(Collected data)

════════════════════

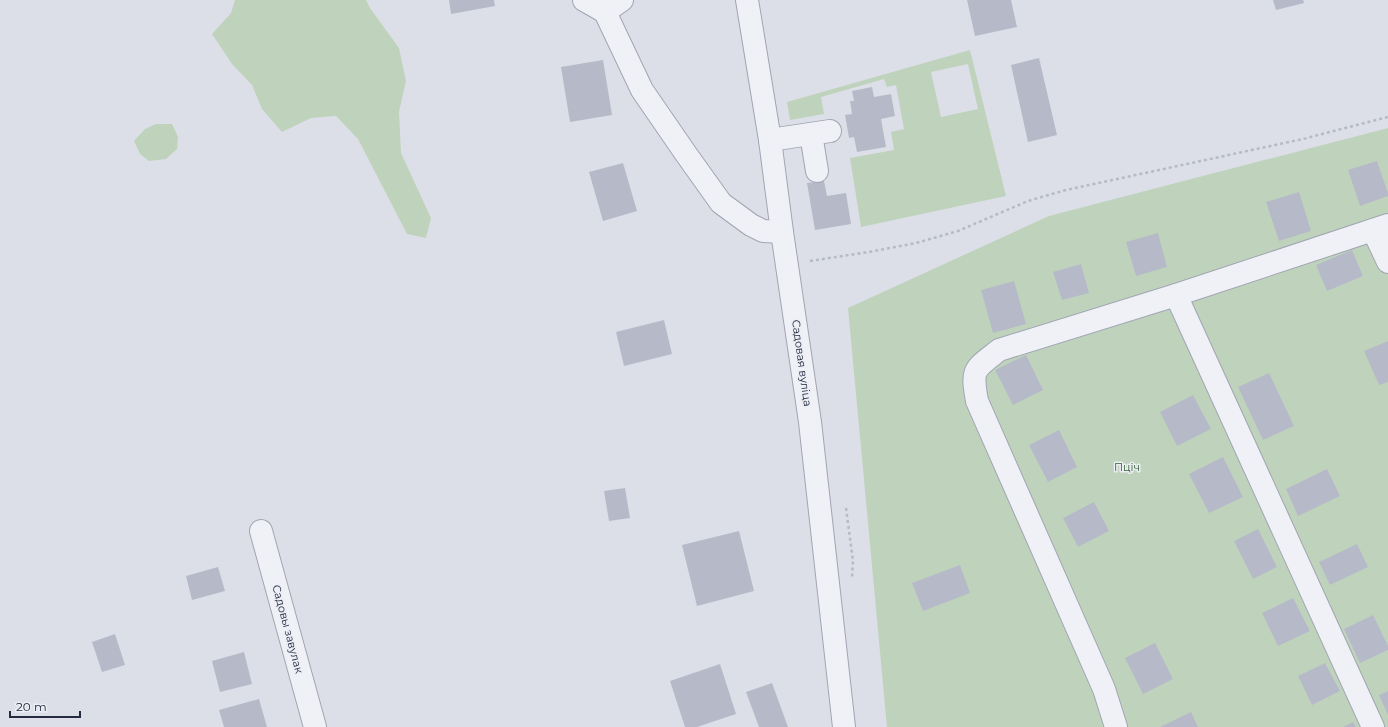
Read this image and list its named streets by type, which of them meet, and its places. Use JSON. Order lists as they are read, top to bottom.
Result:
{
  "streets": {
    "street": ["Садовая вуліца", "Садовы завулак"]
  },
  "parks": ["Пціч"],
  "scale_bar": "20 m"
}
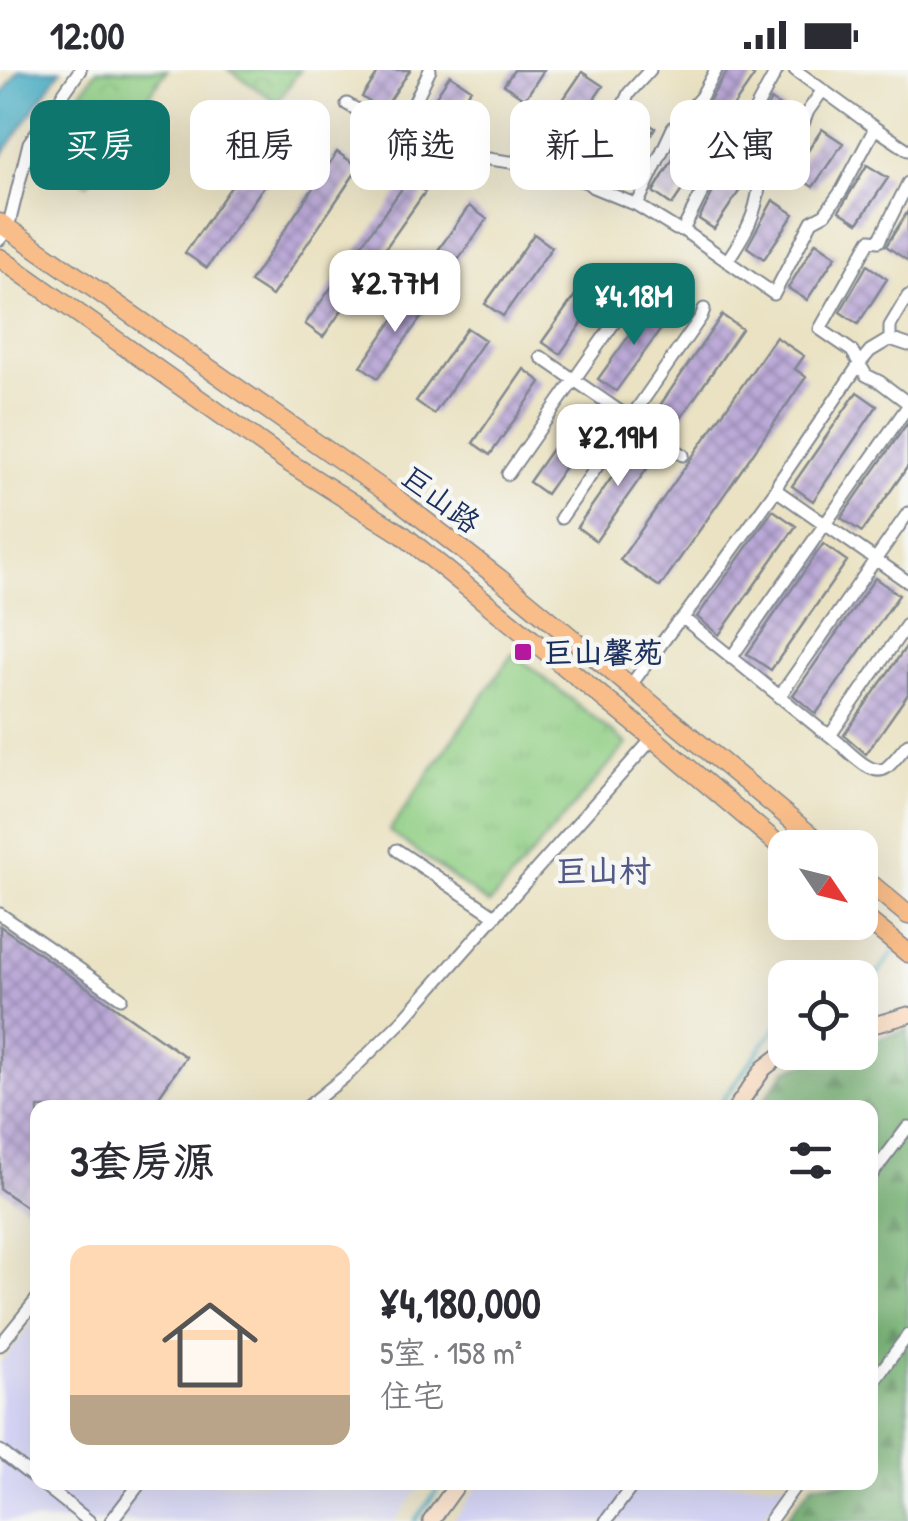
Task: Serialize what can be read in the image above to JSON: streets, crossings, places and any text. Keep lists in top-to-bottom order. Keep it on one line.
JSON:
{"streets":{"main road":["巨山路"]},"districts":["巨山村"],"places":{"transit":["巨山馨苑"]},"north":"bottom right","page":{"status":"12:00","chip":["买房","租房","筛选","新上","公寓"],"price":["¥2.77M","¥4.18M","¥2.19M"],"heading":"3套房源","list":[{"name":"¥4,180,000","note":"5室 · 158 m² · 住宅"}]}}
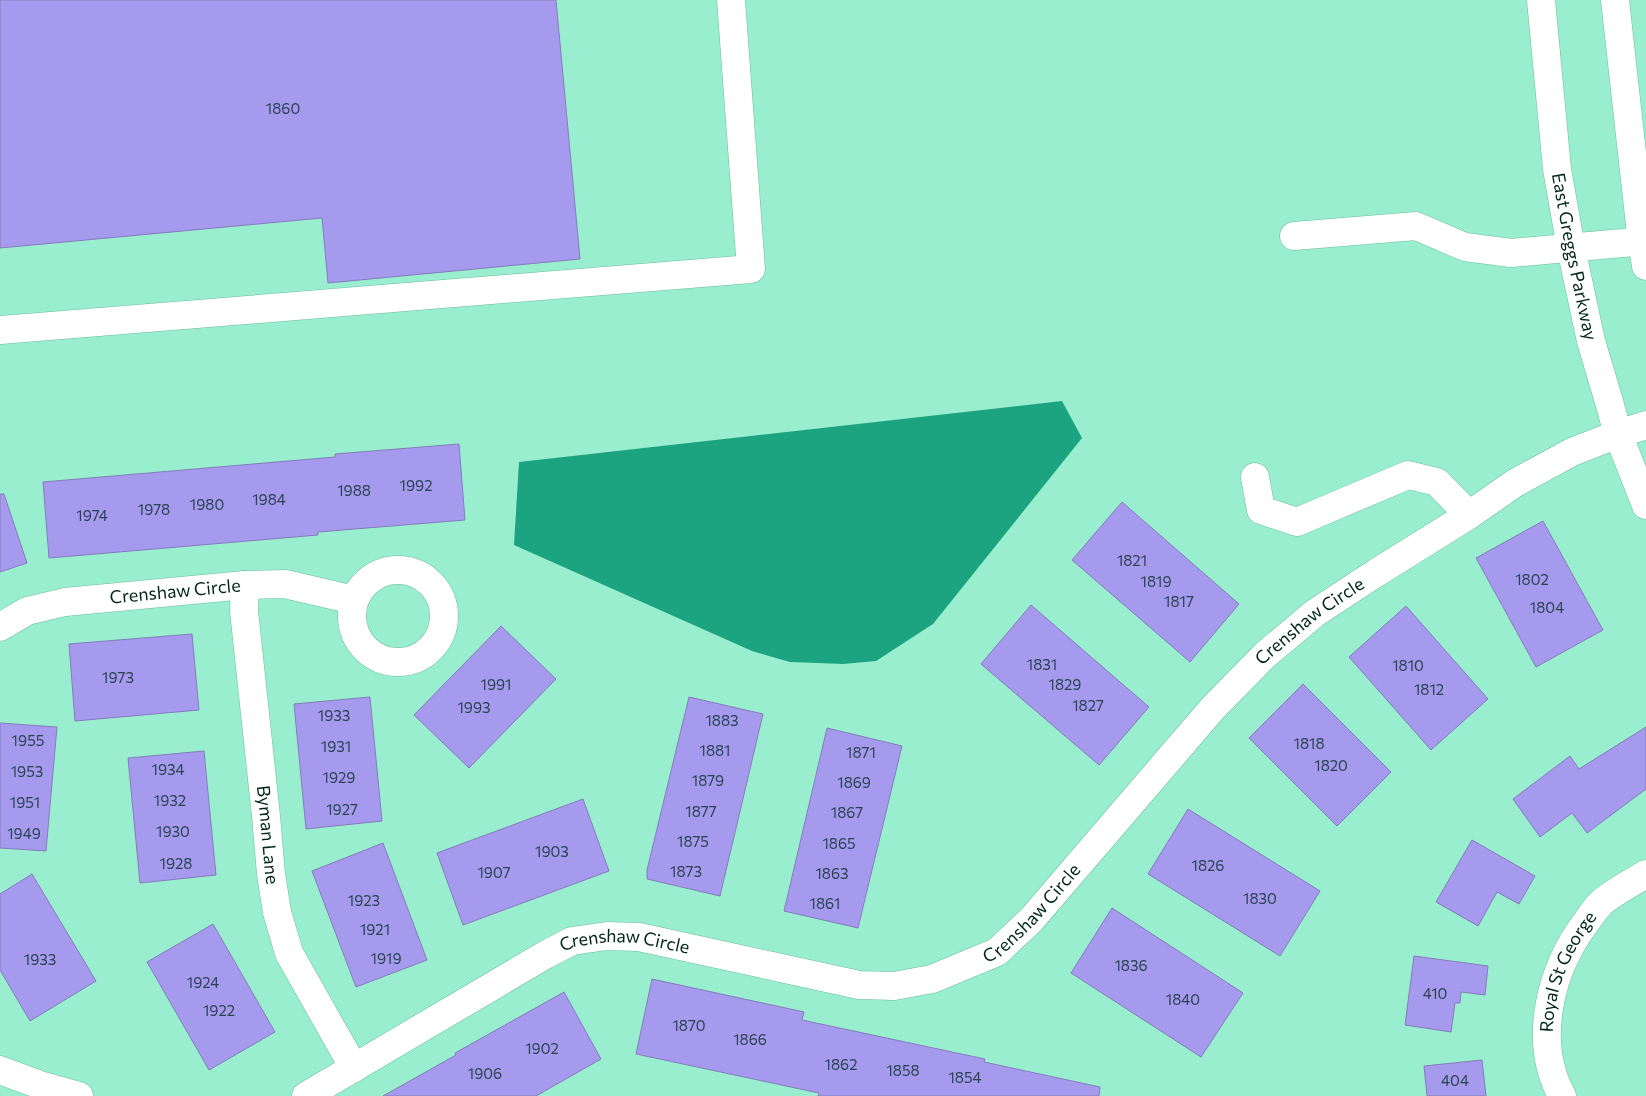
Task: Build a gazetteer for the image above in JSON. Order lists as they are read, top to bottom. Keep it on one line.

════════════════════

## EXERCISE INSTRUCTIONS
Exactly restate the lines from the beginning of the data through the line with "Task: Serialize what", and no others, keeping pictures out.

## WRITTEN ANSWER
Read this image and list its named streets by type, which of them meet, and its places. Use JSON. Order lists as they are read, top to bottom.
Result:
{
  "streets": {
    "street": ["Садовая вуліца", "Садовы завулак"]
  },
  "parks": ["Пціч"],
  "scale_bar": "20 m"
}
Task: Serialize what can be read in the image above to JSON: streets, crossings, places and any text. Keep lists in top-to-bottom order. Keep it on one line.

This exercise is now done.